Over the last several years, gurus and pundits have been predicting that the U.S. dollar will collapse. Many of these “experts” believe that the greenback will soon be replaced by the Chinese yuan as the world’s leading reserve currency.

And instead of admitting that they were just plain wrong, they keep beating the drum of pessimism and despair.

Meanwhile, I’ve been a consistent dollar bull and China skeptic, and I believe the yuan has no chance of replacing the dollar.

The Dollar Still Reigns Supreme

As you can see from the chart below from KKR & Co. L.P., the dollar rally that began in 2011 is 43 months old and the last extended bull market for the greenback lasted almost twice as long.

1980, 1995, 2011 Dollar Rallies

The currency game is a relative game.

America certainly has significant financial challenges that need to be dealt with, but it offers many attributes that make the dollar the premier reserve currency of the world.

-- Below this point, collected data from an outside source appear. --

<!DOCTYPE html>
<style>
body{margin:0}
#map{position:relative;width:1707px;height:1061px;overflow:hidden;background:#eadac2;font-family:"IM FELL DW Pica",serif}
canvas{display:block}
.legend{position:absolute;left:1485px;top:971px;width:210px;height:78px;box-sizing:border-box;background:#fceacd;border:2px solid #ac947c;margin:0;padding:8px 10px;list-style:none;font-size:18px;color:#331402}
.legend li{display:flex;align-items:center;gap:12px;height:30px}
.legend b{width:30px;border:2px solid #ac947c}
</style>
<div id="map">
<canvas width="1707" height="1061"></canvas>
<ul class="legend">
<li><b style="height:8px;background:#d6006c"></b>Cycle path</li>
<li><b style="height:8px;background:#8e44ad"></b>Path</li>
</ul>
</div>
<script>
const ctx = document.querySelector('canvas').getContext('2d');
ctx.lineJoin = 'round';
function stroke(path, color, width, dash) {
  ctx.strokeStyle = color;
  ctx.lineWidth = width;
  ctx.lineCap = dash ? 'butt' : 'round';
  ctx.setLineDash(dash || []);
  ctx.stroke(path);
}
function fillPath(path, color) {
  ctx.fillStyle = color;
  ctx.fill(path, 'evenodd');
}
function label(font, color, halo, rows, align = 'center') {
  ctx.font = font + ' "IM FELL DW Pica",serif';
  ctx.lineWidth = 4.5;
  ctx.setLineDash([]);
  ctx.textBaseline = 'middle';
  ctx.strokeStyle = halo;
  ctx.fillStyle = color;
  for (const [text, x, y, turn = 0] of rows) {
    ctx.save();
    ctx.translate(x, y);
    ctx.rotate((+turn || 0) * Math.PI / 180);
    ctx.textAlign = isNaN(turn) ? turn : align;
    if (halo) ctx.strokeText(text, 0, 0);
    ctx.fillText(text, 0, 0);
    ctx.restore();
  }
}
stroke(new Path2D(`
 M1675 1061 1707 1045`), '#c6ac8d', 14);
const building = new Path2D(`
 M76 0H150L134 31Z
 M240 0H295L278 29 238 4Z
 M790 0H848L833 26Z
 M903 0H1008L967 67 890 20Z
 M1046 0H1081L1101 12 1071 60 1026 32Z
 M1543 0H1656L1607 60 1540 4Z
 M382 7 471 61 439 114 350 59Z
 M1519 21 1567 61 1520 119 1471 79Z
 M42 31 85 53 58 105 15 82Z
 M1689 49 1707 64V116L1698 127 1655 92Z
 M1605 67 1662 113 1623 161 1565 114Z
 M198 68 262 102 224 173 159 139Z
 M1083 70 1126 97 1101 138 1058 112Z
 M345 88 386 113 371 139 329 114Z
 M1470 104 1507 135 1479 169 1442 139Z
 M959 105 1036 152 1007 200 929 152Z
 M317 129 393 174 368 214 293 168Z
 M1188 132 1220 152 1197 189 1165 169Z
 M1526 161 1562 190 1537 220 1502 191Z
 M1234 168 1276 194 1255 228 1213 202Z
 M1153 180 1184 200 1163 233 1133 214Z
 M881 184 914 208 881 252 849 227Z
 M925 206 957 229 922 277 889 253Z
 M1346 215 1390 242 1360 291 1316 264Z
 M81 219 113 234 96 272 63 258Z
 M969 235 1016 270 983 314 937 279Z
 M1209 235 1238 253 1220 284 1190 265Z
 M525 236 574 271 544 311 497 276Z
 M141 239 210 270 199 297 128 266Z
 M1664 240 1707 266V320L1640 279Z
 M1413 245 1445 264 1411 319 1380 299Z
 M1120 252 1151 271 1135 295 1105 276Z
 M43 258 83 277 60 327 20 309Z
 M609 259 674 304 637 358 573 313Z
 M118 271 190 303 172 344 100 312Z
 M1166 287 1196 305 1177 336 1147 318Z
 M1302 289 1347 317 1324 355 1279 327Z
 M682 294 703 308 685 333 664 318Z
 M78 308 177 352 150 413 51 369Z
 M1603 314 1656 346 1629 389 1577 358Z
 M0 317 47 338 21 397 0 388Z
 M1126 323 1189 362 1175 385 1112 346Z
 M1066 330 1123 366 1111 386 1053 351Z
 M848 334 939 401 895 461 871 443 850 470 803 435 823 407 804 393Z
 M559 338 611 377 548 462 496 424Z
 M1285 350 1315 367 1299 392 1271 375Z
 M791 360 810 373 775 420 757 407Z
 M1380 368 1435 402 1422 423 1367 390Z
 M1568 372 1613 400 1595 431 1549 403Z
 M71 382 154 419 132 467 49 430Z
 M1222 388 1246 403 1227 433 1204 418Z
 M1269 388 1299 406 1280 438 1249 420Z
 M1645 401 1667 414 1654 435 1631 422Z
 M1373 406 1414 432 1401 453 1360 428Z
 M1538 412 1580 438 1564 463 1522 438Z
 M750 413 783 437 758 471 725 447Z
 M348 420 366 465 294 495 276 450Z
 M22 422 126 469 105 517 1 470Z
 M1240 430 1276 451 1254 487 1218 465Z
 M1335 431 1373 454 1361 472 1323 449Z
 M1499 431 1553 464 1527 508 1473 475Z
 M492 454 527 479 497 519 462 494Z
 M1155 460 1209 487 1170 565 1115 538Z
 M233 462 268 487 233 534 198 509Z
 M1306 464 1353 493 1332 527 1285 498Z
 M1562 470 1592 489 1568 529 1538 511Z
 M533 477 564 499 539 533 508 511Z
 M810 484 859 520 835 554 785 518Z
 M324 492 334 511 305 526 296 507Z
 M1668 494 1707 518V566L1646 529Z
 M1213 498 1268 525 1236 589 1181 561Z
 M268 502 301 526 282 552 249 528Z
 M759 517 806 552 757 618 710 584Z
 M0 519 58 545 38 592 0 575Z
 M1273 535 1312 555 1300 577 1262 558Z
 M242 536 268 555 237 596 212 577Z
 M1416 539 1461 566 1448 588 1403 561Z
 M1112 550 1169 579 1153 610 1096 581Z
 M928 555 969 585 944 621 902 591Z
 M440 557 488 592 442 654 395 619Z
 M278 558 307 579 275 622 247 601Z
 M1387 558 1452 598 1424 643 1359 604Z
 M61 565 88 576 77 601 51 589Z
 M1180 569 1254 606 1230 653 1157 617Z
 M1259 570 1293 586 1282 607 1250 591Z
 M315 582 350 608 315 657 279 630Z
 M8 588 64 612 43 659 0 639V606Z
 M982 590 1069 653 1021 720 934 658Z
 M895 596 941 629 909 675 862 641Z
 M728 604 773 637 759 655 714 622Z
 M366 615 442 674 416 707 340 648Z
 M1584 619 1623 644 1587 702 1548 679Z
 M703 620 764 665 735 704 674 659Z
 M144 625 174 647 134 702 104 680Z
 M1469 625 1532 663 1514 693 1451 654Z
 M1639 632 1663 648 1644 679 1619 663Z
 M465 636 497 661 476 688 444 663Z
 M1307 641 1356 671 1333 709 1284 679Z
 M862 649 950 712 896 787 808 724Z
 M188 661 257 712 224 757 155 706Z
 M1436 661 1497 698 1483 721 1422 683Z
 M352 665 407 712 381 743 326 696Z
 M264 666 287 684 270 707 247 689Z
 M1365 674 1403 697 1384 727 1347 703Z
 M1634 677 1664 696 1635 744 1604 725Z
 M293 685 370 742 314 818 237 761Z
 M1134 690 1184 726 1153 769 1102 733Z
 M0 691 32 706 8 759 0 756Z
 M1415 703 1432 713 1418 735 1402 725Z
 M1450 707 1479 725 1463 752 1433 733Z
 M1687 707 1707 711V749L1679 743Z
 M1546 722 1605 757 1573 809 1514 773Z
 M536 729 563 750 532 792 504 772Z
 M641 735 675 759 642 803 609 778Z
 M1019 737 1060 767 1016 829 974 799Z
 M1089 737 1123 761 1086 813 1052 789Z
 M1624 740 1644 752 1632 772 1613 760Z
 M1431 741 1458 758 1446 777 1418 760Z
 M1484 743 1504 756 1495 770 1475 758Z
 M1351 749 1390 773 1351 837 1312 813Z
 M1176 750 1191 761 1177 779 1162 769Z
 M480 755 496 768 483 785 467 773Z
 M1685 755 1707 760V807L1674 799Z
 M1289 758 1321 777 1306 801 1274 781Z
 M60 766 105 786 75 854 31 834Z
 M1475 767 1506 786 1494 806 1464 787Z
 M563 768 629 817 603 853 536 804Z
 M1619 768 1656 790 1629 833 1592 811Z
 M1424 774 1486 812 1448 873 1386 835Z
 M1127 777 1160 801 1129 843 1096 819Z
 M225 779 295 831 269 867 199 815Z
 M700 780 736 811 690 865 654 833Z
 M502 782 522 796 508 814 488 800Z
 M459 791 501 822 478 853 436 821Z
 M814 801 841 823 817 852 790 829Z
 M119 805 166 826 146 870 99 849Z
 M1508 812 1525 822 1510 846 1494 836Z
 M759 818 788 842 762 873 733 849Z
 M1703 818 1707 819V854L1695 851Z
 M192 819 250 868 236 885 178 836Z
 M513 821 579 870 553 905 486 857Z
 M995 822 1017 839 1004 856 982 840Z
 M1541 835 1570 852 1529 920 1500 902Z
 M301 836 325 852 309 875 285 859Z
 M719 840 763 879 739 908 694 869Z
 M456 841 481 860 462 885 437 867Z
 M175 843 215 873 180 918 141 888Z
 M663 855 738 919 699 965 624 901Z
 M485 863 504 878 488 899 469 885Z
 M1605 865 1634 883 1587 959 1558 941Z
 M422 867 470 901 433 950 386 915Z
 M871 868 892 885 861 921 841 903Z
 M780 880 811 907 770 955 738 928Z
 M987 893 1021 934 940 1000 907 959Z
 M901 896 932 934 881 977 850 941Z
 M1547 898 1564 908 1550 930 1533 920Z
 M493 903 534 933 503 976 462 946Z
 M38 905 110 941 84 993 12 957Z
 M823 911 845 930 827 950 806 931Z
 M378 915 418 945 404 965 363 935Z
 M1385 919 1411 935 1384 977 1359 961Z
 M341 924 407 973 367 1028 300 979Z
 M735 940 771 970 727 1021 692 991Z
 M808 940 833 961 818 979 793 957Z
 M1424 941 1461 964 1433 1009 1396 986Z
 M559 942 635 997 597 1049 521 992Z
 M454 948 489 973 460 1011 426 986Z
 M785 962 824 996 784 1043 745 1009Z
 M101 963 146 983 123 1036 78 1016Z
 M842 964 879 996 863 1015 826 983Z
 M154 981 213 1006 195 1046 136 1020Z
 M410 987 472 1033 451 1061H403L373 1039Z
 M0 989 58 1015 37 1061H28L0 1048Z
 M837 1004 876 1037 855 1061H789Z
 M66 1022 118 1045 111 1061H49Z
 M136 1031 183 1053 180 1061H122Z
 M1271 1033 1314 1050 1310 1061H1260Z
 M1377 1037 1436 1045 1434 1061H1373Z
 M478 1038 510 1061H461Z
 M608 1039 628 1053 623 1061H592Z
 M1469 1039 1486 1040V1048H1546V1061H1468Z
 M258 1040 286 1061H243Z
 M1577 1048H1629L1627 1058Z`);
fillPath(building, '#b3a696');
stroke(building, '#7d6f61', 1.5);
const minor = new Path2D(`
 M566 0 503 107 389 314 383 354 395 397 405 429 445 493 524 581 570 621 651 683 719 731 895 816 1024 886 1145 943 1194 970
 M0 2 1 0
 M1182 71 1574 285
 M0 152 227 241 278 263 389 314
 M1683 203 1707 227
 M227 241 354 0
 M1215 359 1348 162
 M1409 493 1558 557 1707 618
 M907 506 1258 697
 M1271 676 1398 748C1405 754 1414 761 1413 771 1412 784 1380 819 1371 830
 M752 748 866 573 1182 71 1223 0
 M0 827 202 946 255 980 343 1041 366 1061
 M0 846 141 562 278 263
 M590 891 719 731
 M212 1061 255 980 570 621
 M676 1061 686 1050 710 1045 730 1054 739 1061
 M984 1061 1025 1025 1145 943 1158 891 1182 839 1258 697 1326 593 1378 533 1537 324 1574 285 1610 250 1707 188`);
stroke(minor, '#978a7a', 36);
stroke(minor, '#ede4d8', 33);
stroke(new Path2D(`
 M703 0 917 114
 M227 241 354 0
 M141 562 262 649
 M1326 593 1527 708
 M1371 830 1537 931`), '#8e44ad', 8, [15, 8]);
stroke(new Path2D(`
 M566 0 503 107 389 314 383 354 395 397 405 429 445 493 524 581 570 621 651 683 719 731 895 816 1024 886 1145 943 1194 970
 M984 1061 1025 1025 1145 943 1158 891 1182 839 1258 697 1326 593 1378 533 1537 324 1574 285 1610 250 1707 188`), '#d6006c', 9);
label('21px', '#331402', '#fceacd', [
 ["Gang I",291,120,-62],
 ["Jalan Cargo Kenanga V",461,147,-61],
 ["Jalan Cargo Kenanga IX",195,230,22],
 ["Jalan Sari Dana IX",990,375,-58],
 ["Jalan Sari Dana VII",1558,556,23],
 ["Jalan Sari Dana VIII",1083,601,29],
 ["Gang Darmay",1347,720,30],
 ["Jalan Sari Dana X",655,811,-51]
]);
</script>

Attributes such as political stability, deep and broad liquidity, vibrant capital markets, openness, and free convertibility and acceptance of the U.S. dollar worldwide more than offset our debt issue.

China Falls Short

For my friends at the IMF who are considering adding the Chinese yuan to the SDR basket, thereby indirectly recognizing it as a reserve currency: Don’t do it.

On the issue of liquidity, the Chinese yuan is a long way from being convertible across the board.

Chinese exporters who receive U.S. dollars are forced to turn them over to the central bank (this is how China built its $4 trillion in reserves). Citizens can’t take it out of the country. And it isn’t accepted as legal tender anywhere outside of China.

And it’s going to be a long time before China allows its currency to freely float, because the whole system is built on tightly controlling the yuan’s value. If the yuan strengthened 15% in six months, millions of exporters – already on razor-thin margins – would go bust.